*What you have to do*. All of the data must be returned exactly as given.

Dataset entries
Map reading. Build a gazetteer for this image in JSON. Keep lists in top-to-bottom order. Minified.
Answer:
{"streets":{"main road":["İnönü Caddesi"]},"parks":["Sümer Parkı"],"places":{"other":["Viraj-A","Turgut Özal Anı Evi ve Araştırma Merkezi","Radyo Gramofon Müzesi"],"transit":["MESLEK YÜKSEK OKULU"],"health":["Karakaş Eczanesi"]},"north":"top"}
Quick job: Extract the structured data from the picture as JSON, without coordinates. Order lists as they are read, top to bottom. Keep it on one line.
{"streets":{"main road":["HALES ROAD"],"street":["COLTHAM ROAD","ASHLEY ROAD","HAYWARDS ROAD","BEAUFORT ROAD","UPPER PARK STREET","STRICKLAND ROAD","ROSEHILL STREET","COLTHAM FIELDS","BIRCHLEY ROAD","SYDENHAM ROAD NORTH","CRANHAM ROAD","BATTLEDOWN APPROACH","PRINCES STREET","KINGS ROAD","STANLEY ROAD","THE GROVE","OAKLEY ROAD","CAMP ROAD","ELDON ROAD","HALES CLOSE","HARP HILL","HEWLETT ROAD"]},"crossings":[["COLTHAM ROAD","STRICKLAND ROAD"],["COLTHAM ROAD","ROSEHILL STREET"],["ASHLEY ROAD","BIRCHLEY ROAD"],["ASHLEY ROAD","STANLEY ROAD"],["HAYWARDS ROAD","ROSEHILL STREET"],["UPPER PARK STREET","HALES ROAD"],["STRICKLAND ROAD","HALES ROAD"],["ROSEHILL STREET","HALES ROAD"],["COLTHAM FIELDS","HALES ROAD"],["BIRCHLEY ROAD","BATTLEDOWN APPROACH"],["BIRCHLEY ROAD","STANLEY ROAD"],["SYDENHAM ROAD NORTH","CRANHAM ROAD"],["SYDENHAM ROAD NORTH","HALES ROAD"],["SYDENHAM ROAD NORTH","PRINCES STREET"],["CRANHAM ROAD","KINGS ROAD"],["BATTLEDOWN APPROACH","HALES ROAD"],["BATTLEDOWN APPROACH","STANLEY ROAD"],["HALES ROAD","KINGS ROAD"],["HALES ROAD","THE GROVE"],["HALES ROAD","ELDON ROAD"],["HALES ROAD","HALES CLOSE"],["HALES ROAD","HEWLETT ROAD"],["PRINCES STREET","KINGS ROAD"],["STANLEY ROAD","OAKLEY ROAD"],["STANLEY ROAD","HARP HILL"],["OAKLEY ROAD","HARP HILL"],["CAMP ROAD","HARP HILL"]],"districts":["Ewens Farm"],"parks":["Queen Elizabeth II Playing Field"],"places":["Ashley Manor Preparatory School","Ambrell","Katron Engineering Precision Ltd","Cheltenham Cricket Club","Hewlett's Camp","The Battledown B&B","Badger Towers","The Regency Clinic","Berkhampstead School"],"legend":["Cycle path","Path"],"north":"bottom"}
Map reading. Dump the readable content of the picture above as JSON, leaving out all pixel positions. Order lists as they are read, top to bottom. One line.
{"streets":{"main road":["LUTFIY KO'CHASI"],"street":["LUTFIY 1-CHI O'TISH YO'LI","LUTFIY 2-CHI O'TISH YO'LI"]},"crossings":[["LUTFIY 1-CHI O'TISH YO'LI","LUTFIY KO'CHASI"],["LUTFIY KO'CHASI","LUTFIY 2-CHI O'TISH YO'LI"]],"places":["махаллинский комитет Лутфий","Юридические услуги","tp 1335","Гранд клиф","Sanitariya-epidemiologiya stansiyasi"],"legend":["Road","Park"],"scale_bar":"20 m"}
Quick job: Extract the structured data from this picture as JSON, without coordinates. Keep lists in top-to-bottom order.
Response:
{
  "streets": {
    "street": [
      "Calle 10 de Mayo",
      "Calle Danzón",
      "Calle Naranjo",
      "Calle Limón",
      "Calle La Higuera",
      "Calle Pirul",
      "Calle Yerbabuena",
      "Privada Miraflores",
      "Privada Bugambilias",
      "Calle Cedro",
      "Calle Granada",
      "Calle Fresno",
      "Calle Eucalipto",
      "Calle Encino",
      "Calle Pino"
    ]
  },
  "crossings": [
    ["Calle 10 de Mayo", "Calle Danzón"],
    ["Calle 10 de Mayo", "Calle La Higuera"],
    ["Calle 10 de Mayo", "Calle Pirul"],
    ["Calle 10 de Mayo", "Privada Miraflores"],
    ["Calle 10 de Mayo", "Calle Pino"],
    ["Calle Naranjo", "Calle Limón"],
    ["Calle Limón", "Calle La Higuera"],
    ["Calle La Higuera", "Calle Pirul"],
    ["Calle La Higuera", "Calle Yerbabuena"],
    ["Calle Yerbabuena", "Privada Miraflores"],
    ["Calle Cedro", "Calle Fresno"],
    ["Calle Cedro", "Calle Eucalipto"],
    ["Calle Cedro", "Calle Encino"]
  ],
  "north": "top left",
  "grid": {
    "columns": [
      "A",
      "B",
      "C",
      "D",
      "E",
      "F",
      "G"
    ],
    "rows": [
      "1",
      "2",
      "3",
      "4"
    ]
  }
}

*Response for this exercise*.
Map reading. Build a gazetteer for this image in JSON. Keep lists in top-to-bottom order. Minified.
Answer:
{"streets":{"main road":["İnönü Caddesi"]},"parks":["Sümer Parkı"],"places":{"other":["Viraj-A","Turgut Özal Anı Evi ve Araştırma Merkezi","Radyo Gramofon Müzesi"],"transit":["MESLEK YÜKSEK OKULU"],"health":["Karakaş Eczanesi"]},"north":"top"}
Quick job: Extract the structured data from the picture as JSON, without coordinates. Order lists as they are read, top to bottom. Keep it on one line.
{"streets":{"main road":["HALES ROAD"],"street":["COLTHAM ROAD","ASHLEY ROAD","HAYWARDS ROAD","BEAUFORT ROAD","UPPER PARK STREET","STRICKLAND ROAD","ROSEHILL STREET","COLTHAM FIELDS","BIRCHLEY ROAD","SYDENHAM ROAD NORTH","CRANHAM ROAD","BATTLEDOWN APPROACH","PRINCES STREET","KINGS ROAD","STANLEY ROAD","THE GROVE","OAKLEY ROAD","CAMP ROAD","ELDON ROAD","HALES CLOSE","HARP HILL","HEWLETT ROAD"]},"crossings":[["COLTHAM ROAD","STRICKLAND ROAD"],["COLTHAM ROAD","ROSEHILL STREET"],["ASHLEY ROAD","BIRCHLEY ROAD"],["ASHLEY ROAD","STANLEY ROAD"],["HAYWARDS ROAD","ROSEHILL STREET"],["UPPER PARK STREET","HALES ROAD"],["STRICKLAND ROAD","HALES ROAD"],["ROSEHILL STREET","HALES ROAD"],["COLTHAM FIELDS","HALES ROAD"],["BIRCHLEY ROAD","BATTLEDOWN APPROACH"],["BIRCHLEY ROAD","STANLEY ROAD"],["SYDENHAM ROAD NORTH","CRANHAM ROAD"],["SYDENHAM ROAD NORTH","HALES ROAD"],["SYDENHAM ROAD NORTH","PRINCES STREET"],["CRANHAM ROAD","KINGS ROAD"],["BATTLEDOWN APPROACH","HALES ROAD"],["BATTLEDOWN APPROACH","STANLEY ROAD"],["HALES ROAD","KINGS ROAD"],["HALES ROAD","THE GROVE"],["HALES ROAD","ELDON ROAD"],["HALES ROAD","HALES CLOSE"],["HALES ROAD","HEWLETT ROAD"],["PRINCES STREET","KINGS ROAD"],["STANLEY ROAD","OAKLEY ROAD"],["STANLEY ROAD","HARP HILL"],["OAKLEY ROAD","HARP HILL"],["CAMP ROAD","HARP HILL"]],"districts":["Ewens Farm"],"parks":["Queen Elizabeth II Playing Field"],"places":["Ashley Manor Preparatory School","Ambrell","Katron Engineering Precision Ltd","Cheltenham Cricket Club","Hewlett's Camp","The Battledown B&B","Badger Towers","The Regency Clinic","Berkhampstead School"],"legend":["Cycle path","Path"],"north":"bottom"}
Map reading. Dump the readable content of the picture above as JSON, leaving out all pixel positions. Order lists as they are read, top to bottom. One line.
{"streets":{"main road":["LUTFIY KO'CHASI"],"street":["LUTFIY 1-CHI O'TISH YO'LI","LUTFIY 2-CHI O'TISH YO'LI"]},"crossings":[["LUTFIY 1-CHI O'TISH YO'LI","LUTFIY KO'CHASI"],["LUTFIY KO'CHASI","LUTFIY 2-CHI O'TISH YO'LI"]],"places":["махаллинский комитет Лутфий","Юридические услуги","tp 1335","Гранд клиф","Sanitariya-epidemiologiya stansiyasi"],"legend":["Road","Park"],"scale_bar":"20 m"}
Quick job: Extract the structured data from this picture as JSON, without coordinates. Keep lists in top-to-bottom order.
Response:
{
  "streets": {
    "street": [
      "Calle 10 de Mayo",
      "Calle Danzón",
      "Calle Naranjo",
      "Calle Limón",
      "Calle La Higuera",
      "Calle Pirul",
      "Calle Yerbabuena",
      "Privada Miraflores",
      "Privada Bugambilias",
      "Calle Cedro",
      "Calle Granada",
      "Calle Fresno",
      "Calle Eucalipto",
      "Calle Encino",
      "Calle Pino"
    ]
  },
  "crossings": [
    ["Calle 10 de Mayo", "Calle Danzón"],
    ["Calle 10 de Mayo", "Calle La Higuera"],
    ["Calle 10 de Mayo", "Calle Pirul"],
    ["Calle 10 de Mayo", "Privada Miraflores"],
    ["Calle 10 de Mayo", "Calle Pino"],
    ["Calle Naranjo", "Calle Limón"],
    ["Calle Limón", "Calle La Higuera"],
    ["Calle La Higuera", "Calle Pirul"],
    ["Calle La Higuera", "Calle Yerbabuena"],
    ["Calle Yerbabuena", "Privada Miraflores"],
    ["Calle Cedro", "Calle Fresno"],
    ["Calle Cedro", "Calle Eucalipto"],
    ["Calle Cedro", "Calle Encino"]
  ],
  "north": "top left",
  "grid": {
    "columns": [
      "A",
      "B",
      "C",
      "D",
      "E",
      "F",
      "G"
    ],
    "rows": [
      "1",
      "2",
      "3",
      "4"
    ]
  }
}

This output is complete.